## The task
Go through the material below, find each line with the word "function", and copy those lines.

## Supplied data
== Segment start ==
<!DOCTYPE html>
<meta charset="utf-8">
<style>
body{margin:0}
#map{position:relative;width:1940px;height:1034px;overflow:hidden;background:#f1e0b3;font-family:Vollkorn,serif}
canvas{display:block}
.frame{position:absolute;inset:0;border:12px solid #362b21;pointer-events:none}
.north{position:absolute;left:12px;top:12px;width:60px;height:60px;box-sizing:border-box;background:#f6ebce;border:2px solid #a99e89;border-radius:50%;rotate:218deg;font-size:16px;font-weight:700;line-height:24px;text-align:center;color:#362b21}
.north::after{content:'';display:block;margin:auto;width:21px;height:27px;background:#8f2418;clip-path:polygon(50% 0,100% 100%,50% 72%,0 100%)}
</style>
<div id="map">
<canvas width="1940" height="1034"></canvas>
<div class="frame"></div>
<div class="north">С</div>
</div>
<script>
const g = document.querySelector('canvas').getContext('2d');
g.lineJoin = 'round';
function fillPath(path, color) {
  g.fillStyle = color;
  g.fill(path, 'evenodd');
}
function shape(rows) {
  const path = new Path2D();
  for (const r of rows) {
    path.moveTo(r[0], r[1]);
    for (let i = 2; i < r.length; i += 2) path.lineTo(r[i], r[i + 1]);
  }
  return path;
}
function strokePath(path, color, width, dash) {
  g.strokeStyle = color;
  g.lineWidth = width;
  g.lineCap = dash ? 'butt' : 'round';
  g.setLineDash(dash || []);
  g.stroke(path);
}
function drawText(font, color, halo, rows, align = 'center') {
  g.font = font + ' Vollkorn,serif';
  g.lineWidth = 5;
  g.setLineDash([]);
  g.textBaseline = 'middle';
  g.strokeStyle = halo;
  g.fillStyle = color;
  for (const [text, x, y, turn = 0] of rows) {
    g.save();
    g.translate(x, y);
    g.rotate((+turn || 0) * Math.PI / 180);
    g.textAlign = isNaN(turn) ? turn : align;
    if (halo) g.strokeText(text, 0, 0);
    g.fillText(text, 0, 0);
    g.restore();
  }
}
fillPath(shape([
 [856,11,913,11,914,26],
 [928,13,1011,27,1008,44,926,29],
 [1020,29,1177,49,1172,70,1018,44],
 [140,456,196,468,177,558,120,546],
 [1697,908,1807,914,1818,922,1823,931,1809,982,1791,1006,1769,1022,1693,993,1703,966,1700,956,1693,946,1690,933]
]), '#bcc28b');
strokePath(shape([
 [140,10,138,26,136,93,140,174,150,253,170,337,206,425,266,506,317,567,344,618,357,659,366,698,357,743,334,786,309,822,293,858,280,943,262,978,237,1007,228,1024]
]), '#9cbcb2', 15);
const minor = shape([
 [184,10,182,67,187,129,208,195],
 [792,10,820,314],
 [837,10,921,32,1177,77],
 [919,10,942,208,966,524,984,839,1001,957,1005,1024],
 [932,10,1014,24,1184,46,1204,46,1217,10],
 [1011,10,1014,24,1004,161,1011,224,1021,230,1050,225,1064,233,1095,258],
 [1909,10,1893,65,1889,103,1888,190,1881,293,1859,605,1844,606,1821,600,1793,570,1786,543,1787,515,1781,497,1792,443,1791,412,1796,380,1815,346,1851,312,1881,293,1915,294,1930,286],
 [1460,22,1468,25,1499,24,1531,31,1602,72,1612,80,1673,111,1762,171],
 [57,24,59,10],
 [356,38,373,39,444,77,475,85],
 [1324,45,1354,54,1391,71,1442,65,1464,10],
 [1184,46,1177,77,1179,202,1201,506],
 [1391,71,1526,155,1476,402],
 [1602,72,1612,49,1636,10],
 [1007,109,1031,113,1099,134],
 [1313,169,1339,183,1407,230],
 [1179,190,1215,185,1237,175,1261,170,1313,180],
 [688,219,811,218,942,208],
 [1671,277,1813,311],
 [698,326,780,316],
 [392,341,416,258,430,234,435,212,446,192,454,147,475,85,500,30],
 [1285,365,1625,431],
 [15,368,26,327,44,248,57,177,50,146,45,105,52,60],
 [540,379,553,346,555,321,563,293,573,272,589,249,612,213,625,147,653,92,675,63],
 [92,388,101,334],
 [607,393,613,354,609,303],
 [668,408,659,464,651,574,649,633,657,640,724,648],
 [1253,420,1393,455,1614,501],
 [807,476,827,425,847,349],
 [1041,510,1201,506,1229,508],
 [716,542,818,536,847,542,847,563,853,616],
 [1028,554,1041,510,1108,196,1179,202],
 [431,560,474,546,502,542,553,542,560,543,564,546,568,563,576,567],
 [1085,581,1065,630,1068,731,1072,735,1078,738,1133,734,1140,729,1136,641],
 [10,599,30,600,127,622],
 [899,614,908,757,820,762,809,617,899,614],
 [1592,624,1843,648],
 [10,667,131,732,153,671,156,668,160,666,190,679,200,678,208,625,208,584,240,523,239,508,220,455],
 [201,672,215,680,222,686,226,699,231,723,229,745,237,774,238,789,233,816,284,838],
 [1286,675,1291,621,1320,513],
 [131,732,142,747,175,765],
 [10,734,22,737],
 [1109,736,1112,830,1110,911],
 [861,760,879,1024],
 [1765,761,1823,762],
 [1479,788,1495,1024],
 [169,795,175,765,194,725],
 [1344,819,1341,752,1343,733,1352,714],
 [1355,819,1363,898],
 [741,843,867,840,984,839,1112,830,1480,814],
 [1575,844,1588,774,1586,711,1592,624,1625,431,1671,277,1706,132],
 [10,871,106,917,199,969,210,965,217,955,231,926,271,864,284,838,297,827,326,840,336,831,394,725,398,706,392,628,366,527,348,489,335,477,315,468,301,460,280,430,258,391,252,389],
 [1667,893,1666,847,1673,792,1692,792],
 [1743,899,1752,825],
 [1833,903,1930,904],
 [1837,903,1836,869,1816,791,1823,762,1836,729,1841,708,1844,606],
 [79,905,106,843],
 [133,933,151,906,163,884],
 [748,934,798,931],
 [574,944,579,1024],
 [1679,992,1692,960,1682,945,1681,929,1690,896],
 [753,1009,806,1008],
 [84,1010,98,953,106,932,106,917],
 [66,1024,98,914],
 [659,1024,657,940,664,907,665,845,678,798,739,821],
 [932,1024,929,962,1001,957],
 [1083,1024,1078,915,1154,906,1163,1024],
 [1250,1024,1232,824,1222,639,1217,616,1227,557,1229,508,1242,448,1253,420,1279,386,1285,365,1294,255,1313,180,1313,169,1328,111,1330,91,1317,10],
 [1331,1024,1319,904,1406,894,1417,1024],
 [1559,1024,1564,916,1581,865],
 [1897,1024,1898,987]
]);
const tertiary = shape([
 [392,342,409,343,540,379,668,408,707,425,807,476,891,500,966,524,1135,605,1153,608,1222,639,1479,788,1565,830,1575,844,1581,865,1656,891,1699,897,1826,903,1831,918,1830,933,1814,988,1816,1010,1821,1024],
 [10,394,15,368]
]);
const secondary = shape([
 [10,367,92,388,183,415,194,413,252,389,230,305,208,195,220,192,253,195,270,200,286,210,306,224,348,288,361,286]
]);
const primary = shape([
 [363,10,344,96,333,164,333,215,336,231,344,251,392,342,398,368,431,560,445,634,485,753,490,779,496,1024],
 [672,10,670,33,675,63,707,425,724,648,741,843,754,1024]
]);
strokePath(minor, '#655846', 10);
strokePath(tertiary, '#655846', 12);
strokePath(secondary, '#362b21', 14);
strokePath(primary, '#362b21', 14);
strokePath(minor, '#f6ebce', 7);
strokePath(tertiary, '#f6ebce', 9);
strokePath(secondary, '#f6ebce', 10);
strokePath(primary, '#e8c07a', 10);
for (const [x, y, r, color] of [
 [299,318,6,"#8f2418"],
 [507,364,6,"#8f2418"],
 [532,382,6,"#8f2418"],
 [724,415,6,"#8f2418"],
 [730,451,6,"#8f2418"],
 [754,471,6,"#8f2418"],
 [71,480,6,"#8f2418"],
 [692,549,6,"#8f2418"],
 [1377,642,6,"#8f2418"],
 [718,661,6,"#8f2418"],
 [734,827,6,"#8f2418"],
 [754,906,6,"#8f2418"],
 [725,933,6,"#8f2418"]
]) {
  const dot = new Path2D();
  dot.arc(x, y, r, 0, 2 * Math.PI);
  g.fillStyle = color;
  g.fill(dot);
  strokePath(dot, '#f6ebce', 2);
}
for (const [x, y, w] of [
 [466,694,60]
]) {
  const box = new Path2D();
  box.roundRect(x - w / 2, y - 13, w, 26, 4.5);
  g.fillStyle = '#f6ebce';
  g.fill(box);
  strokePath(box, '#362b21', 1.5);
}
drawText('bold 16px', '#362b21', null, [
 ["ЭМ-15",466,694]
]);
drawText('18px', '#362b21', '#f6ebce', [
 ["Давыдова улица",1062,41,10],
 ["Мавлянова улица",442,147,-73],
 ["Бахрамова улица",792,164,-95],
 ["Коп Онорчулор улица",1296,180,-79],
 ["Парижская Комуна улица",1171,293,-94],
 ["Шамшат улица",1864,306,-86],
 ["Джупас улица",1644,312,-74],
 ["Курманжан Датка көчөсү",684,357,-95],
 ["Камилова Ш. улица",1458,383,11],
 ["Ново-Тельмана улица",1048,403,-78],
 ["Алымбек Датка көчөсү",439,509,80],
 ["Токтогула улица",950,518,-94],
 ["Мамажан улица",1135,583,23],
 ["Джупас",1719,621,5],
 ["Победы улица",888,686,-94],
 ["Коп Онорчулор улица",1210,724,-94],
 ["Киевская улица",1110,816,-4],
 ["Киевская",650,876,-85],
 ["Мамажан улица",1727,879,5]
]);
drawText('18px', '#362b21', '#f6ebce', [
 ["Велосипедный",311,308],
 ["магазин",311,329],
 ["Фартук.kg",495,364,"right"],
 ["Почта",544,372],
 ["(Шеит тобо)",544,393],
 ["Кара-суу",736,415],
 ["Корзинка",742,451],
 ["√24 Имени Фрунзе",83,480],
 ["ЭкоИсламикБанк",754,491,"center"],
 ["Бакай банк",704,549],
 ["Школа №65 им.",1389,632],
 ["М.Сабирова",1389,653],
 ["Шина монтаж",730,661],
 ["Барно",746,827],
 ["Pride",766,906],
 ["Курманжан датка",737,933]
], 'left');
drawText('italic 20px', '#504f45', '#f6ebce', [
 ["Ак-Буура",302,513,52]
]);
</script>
== Segment end ==
## Task response
function fillPath(path, color) {
function shape(rows) {
function strokePath(path, color, width, dash) {
function drawText(font, color, halo, rows, align = 'center') {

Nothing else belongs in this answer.